## MATERIAL TO PROCESS
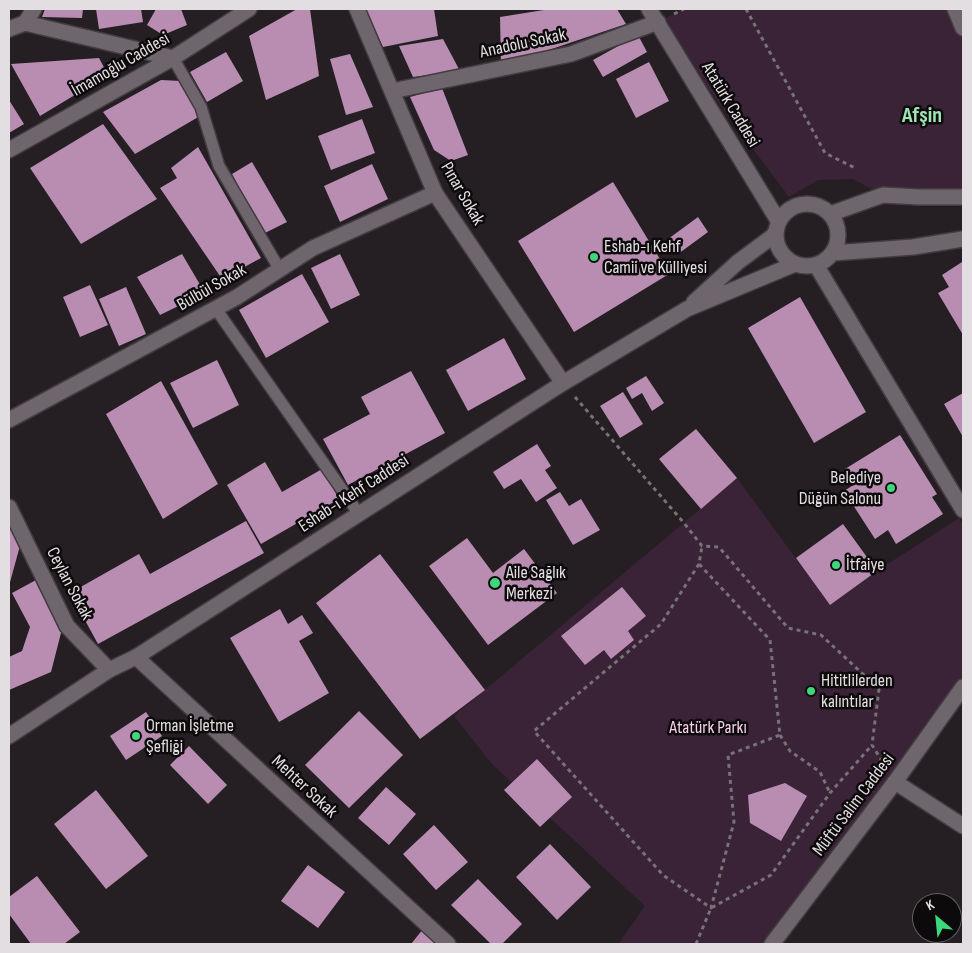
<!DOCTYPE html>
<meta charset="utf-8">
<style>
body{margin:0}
#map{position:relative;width:972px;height:953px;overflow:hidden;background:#251f24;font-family:"Sofia Sans Condensed",sans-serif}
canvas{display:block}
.frame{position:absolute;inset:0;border:10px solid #e2dee1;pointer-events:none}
.north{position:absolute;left:912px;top:893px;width:50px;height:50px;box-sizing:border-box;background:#0d0a0c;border:1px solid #625f61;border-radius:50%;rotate:332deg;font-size:14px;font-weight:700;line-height:20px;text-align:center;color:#e2dee1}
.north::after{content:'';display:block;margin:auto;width:18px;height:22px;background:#3ed77d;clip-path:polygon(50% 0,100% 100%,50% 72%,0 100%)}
</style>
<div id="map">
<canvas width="972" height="953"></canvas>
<div class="frame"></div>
<div class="north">K</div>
</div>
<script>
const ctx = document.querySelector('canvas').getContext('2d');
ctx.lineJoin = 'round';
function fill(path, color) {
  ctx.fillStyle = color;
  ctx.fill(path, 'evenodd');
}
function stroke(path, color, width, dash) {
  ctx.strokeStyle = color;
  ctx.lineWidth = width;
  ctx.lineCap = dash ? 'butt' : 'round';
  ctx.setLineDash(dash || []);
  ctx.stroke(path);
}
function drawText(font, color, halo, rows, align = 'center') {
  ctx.font = font + ' "Sofia Sans Condensed",sans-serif';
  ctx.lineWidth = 5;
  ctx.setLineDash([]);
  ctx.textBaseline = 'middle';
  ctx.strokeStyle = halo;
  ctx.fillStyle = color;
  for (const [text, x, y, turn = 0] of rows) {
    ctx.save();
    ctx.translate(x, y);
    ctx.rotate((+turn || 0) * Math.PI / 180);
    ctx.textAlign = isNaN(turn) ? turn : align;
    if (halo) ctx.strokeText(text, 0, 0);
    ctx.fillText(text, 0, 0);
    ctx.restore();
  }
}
fill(new Path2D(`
 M 684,9 L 955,9 L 963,28 L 963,197 L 883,195 L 853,179 L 818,180 L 789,197 L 658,22 Z
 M 737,478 L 830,605 L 877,571 L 959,518 L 963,525 L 963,687 L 772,944 L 618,944 L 645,906 L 492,764 L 454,716 Z`), '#3a2336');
fill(new Path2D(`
 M 45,9 L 83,9 L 82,18 L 42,17 Z
 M 96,9 L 141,9 L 143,22 L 99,29 Z
 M 156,9 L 181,9 L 187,25 L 163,35 L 147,25 Z
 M 297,9 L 310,9 L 319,76 L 266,100 L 249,36 Z
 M 371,9 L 434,9 L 438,36 L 383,47 L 366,10 Z
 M 550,9 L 617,9 L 626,24 L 501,66 L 500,17 Z
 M 638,35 L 647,52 L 603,77 L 593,60 Z
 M 443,39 L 460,71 L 413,77 L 399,46 Z
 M 226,52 L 243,81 L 207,102 L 190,72 Z
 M 350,54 L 373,107 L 346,115 L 330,59 Z
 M 99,58 L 108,75 L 40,116 L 11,64 Z
 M 649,62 L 669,101 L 636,118 L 616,79 Z
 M 161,80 L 181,81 L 200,116 L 135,154 L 103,112 Z
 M 442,88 L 468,155 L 451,161 L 434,150 L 410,97 Z
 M 9,100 L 24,124 L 9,133 Z
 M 362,119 L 375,153 L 331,170 L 318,136 Z
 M 103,124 L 157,199 L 81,244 L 30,168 Z
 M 198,147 L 261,258 L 222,279 L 160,188 L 177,178 L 171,168 Z
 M 252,162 L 287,222 L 263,234 L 232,174 Z
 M 372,164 L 388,199 L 340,222 L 324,186 Z
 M 613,182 L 669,274 L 574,332 L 518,241 Z
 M 698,217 L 708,232 L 678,254 L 668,239 Z
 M 182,254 L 205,293 L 160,315 L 137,277 Z
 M 340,254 L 360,295 L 331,309 L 311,268 Z
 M 962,262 L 963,264 L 963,335 L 938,293 L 949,287 L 942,275 Z
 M 302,274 L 329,322 L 266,358 L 239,310 Z
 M 90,285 L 108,325 L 80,337 L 63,297 Z
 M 126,287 L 146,334 L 119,346 L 99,299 Z
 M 800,297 L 866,412 L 814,443 L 748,328 Z
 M 504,338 L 526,379 L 468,411 L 446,370 Z
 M 217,360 L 239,405 L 193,428 L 170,383 Z
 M 411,371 L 445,433 L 348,485 L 323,439 L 370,414 L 361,397 Z
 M 646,376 L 664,403 L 652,411 L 642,393 L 632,399 L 626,388 Z
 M 161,381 L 218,484 L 163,519 L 106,414 Z
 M 623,392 L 643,424 L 620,438 L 600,406 Z
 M 963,393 L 963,437 L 944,404 Z
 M 696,429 L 737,478 L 701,509 L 659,459 Z
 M 900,435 L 937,494 L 932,497 L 943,514 L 896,544 L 888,530 L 875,539 L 844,491 L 855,484 L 845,469 Z
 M 537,444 L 551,466 L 545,470 L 557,488 L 536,502 L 521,479 L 504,489 L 493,472 Z
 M 265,462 L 282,492 L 322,469 L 339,499 L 261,544 L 227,485 Z
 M 560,492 L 569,506 L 581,499 L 600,530 L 573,545 L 546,500 Z
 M 9,516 L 21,542 L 9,586 Z
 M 246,521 L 264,553 L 98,644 L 70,593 L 139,554 L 150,574 Z
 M 843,524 L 877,571 L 830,605 L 796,558 Z
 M 467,538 L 493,573 L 524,549 L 557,593 L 488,645 L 429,566 Z
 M 380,554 L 485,690 L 420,739 L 316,603 Z
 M 36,580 L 62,629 L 51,672 L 9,690 L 9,657 L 22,651 L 30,627 L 12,593 Z
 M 622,587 L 646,616 L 628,631 L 634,640 L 611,659 L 604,650 L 585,665 L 561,636 Z
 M 280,609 L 288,624 L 302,615 L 313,633 L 299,641 L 329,693 L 279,722 L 230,638 Z
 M 359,711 L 403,755 L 349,808 L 305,765 Z
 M 146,712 L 162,736 L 126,760 L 110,736 Z
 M 189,746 L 227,785 L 208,804 L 170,765 Z
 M 537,759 L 572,797 L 540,827 L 504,790 Z
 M 785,783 L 807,796 L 781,841 L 750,823 L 748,795 Z
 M 386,787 L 416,814 L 389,845 L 358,818 Z
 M 96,790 L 148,856 L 106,889 L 54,824 Z
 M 434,825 L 468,862 L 436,890 L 403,854 Z
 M 550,844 L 591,887 L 557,920 L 516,877 Z
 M 308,865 L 345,892 L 318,928 L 281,901 Z
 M 37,876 L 80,932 L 64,944 L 31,944 L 9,914 L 9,897 Z
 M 478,879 L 522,924 L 502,944 L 491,944 L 451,905 Z
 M 423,929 L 443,944 L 411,944 Z`), '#b98cb1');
const lane = new Path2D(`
 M 173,58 L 201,107 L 219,166 L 280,270
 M 216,309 L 359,514`);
const street = new Path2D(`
 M 25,23 L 34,9
 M 392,91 L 571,54 L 658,22
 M 9,150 L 173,58 L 249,9
 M 816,265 L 963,510
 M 9,420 L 237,297 L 313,248 L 435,193
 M 9,507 L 67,626 L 109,670
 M 136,657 L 448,944
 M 895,782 L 963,826`);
const secondary = new Path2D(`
 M 357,9 L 435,193 L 563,383
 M 649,9 L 779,222
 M 955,9 L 963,28
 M 9,29 L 25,23 L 173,58
 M776 235a31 31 0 1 1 62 0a31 31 0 1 1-62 0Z
 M 830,214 L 883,195 L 919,197 L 963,197
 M 833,253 L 913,247 L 963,239
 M 694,302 L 738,262 L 773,236 L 776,231
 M 9,736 L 109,670 L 136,657 L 563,383 L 687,309 L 795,264
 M 772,944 L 895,782 L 963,687`);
stroke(lane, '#413c40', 14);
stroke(street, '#413c40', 18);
stroke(secondary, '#413c40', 18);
stroke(new Path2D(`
 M 746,9 L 825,153 L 857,169
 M 674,14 L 684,9
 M 575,397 L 684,523 L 702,546 L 719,547 L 788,628 L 821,635 L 879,689 L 872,745 L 884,764
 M 699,564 L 661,624 L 534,731 L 663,875 L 711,908 L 734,822 L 728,755 L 780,735 L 770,640 L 699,564 L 702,546
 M 780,735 L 790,751 L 820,772 L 830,793
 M 696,944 L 711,908 L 771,875 L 830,793 L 872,745`), '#777276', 3, [4, 4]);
stroke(lane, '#6e666c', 11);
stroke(street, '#6e666c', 15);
stroke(secondary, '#6e666c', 15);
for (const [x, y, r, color] of [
 [594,257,5,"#3ed77d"],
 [891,488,5,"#3ed77d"],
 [836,565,5,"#3ed77d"],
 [495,583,6,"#3ed77d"],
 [811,691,5,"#3ed77d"],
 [136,736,5,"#3ed77d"]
]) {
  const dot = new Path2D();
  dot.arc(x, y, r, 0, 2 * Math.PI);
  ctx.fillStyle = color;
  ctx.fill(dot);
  stroke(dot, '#0d0a0c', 2);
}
drawText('18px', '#e2dee1', '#0d0a0c', [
 ["Anadolu Sokak",523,44,-12],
 ["İmamoğlu Caddesi",121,65,-30],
 ["Atatürk Caddesi",730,105,59],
 ["Pınar Sokak",462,194,60],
 ["Bülbül Sokak",212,288,-30],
 ["Eshab-ı Kehf Caddesi",354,494,-33],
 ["Ceylan Sokak",69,584,62],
 ["Mehter Sokak",304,787,43],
 ["Müftü Salim Caddesi",854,805,-53]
]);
drawText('18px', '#e2dee1', '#0d0a0c', [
 ["Eshab-ı Kehf",604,247],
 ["Camii ve Külliyesi",604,268],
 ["Belediye",881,478,"right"],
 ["Düğün Salonu",881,499,"right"],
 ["İtfaiye",846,565],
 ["Aile Sağlık",506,573],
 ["Merkezi",506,594],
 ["Hititlilerden",821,681],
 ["kalıntılar",821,702],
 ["Orman İşletme",146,726],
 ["Şefliği",146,747]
], 'left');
drawText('18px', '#f8cff0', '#0d0a0c', [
 ["Atatürk Parkı",708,728]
]);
drawText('bold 22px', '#9ee5b2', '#0d0a0c', [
 ["Afşin",922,116]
]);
</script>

## EXERCISE REQUIREMENTS
In the records above, the line with "function stroke(path, color, width, dash)" marks the start and the line with "function drawText(font, color, halo, rows, align" marks the end; copy that stretch exactly, both lines included, and nothing else.

## ANSWER SPACE
function stroke(path, color, width, dash) {
  ctx.strokeStyle = color;
  ctx.lineWidth = width;
  ctx.lineCap = dash ? 'butt' : 'round';
  ctx.setLineDash(dash || []);
  ctx.stroke(path);
}
function drawText(font, color, halo, rows, align = 'center') {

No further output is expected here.